Palo Alto's Jasmine Tosky came the closest to Lacroix, taking second overall with a 2:10.89, while Bluefish's Elizabeth Beisel earned third-place honors in 2:12.74. Beisel finally had the chance to wear more than a training suit, and it showed as she earned a podium spot.
California's Caitlin Leverenz (2:13.76), Tualatin Hills' Michelle Cefal (2:14.11), Redlands' Sonia Wang (2:14.44), Pleasanton's Celina Li (2:14.94) and Nova's Emma Nunn (2:15.58) rounded out the top eight, while Mexico's Rita Medrano Munoz had a bit of a fly and die approach as she went out with Lacroix at the 100-meter mark with a 1:01.25 before fading to ninth with a 2:23.12.
Palo Alto's Ally Howe lowered her lifetime best during the B final of the event with a winning time of 2:12.83. That's her first time under 2:13, breaking her previous personal record of 2:13.41 from the 2011 Michigan Grand Prix. Today's time had some foreshadowing with her strong 2:14.16 from the Austin stop of the Grand Prix earlier this year.
Men's 200 fly
Fresno Dolphin 16-year-old Justin Wright pulled off a gigantic upset as he came home in 30.02 to top the 200-meter fly field with a sizzling 1:57.90. That swim demolished his previous lifetime best of 1:59.48 from the 2012 Junior Pan Pacific Championships, and shot him into the national conscience heading into the World Championship Trials this summer.

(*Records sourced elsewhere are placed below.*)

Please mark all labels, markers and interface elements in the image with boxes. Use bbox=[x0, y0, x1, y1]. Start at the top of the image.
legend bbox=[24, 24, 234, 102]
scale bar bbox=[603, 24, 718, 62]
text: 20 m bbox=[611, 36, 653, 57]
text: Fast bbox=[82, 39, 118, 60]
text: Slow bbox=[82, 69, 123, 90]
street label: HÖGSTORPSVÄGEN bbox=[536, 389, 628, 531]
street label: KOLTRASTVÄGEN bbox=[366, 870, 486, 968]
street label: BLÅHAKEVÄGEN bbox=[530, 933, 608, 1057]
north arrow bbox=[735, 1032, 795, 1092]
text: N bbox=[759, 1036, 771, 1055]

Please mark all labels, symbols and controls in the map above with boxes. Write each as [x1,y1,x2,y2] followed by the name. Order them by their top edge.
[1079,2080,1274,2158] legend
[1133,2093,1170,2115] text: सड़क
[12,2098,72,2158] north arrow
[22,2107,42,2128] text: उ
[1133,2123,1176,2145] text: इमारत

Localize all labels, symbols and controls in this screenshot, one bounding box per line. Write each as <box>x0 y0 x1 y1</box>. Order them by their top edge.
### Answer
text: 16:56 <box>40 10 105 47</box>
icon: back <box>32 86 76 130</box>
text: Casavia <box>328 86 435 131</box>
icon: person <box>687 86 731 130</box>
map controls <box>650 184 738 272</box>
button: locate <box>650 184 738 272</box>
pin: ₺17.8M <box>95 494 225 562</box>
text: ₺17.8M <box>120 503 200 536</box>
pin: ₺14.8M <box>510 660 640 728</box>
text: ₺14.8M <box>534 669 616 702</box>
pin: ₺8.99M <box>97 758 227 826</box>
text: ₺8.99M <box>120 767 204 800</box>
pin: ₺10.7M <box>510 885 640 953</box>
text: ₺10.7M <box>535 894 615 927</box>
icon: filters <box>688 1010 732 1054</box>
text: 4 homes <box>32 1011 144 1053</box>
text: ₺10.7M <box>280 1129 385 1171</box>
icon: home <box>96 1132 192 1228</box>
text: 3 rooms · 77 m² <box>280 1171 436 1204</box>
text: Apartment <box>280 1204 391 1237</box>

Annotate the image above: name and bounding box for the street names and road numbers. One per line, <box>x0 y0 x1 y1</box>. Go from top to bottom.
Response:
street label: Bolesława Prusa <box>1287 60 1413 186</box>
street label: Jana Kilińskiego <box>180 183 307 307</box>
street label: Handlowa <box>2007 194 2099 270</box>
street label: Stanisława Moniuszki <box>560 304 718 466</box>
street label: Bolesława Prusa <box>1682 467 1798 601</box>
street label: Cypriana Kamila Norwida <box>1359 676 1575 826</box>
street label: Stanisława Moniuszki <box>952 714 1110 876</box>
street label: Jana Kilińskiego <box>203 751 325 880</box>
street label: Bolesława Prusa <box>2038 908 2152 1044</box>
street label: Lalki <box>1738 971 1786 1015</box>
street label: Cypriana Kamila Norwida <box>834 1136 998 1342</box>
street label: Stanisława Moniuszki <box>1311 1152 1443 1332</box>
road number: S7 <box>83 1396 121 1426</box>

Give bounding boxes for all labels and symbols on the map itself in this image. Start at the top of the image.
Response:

Tom Luchsinger and Club Wolverine's Tyler Clary initially took the swim out hard with 56.8s at the halfway mark with Clary in the lead by a hand. Neither one of them saw Wright turn on the steam down the final 50 meters as they were focused on each other. Luchsinger managed to post a 1:58.26, edging Clary's 1:58.53 at the wall for second place overall.
Club Wolverine's Dan Madwed (1:59.78), Tom Kremer (1:59.91), Stanford's Bobby Bollier (2:00.00), Switzerland's Nico van Duijn (2:00.07), Club Wolverine's Michael Klueh (2:00.32) and Swim Ontario's Zack Chetrat (2:00.61) also vied for the meet title this evening in what turned out to be a surprising finish.
Women's 100 breast
Trojan's Jessica Hardy, the world-record holder in the event, cracked 1:07 for the first time this season with a scorching time of 1:06.86. She already stood fourth in the world this year with her 1:07.03 from the Charlotte stop of the Arena Grand Prix, but just missed clearing Ruta Meilutyte's 1:06.75 to grab third in the world rankings. Hardy actually pushed the pace extremely hard early with a 31.23 before coming home in 35.63 to have more than enough to take the win.
Australia's Samantha Marshall took down second-place honors in the event with a time of 1:08.00, about a half-a-second outside the top 10 in the world rankings, while Longhorn's Laura Sogar finished third with a time of 1:08.41. Sogar came a second short of her lifetime and season best of 1:07.57 set at the Charlotte stop earlier this year after winning the 200-meter breaststroke earlier this meet.
Wisconsin's Ashley Wanland (1:08.62), SoFlo's Alia Atkinson (1:08.70), SBSC's Katy Freeman (1:09.38), Mexico's Erica Dittmer (1:10.46), Swim Ontario's Martha McCabe (1:10.50) and Club Wolverine's Angela Chokran (1:10.71) picked up the rest of the championship finale finishes this evening.
Men's 100 breast
Tucson Ford's Kevin Cordes completed the breaststroke sweep as he added the 100-meter triumph to his 200-meter breast win from earlier in the meet. Cordes turned in a 1:00.47 to match his lifetime best from the 2012 U.S. Open last summer. His swim nearly cracked the top 10 in the world, currently anchored by Mattia Pesce with a 1:00.37 from Italian Nationals.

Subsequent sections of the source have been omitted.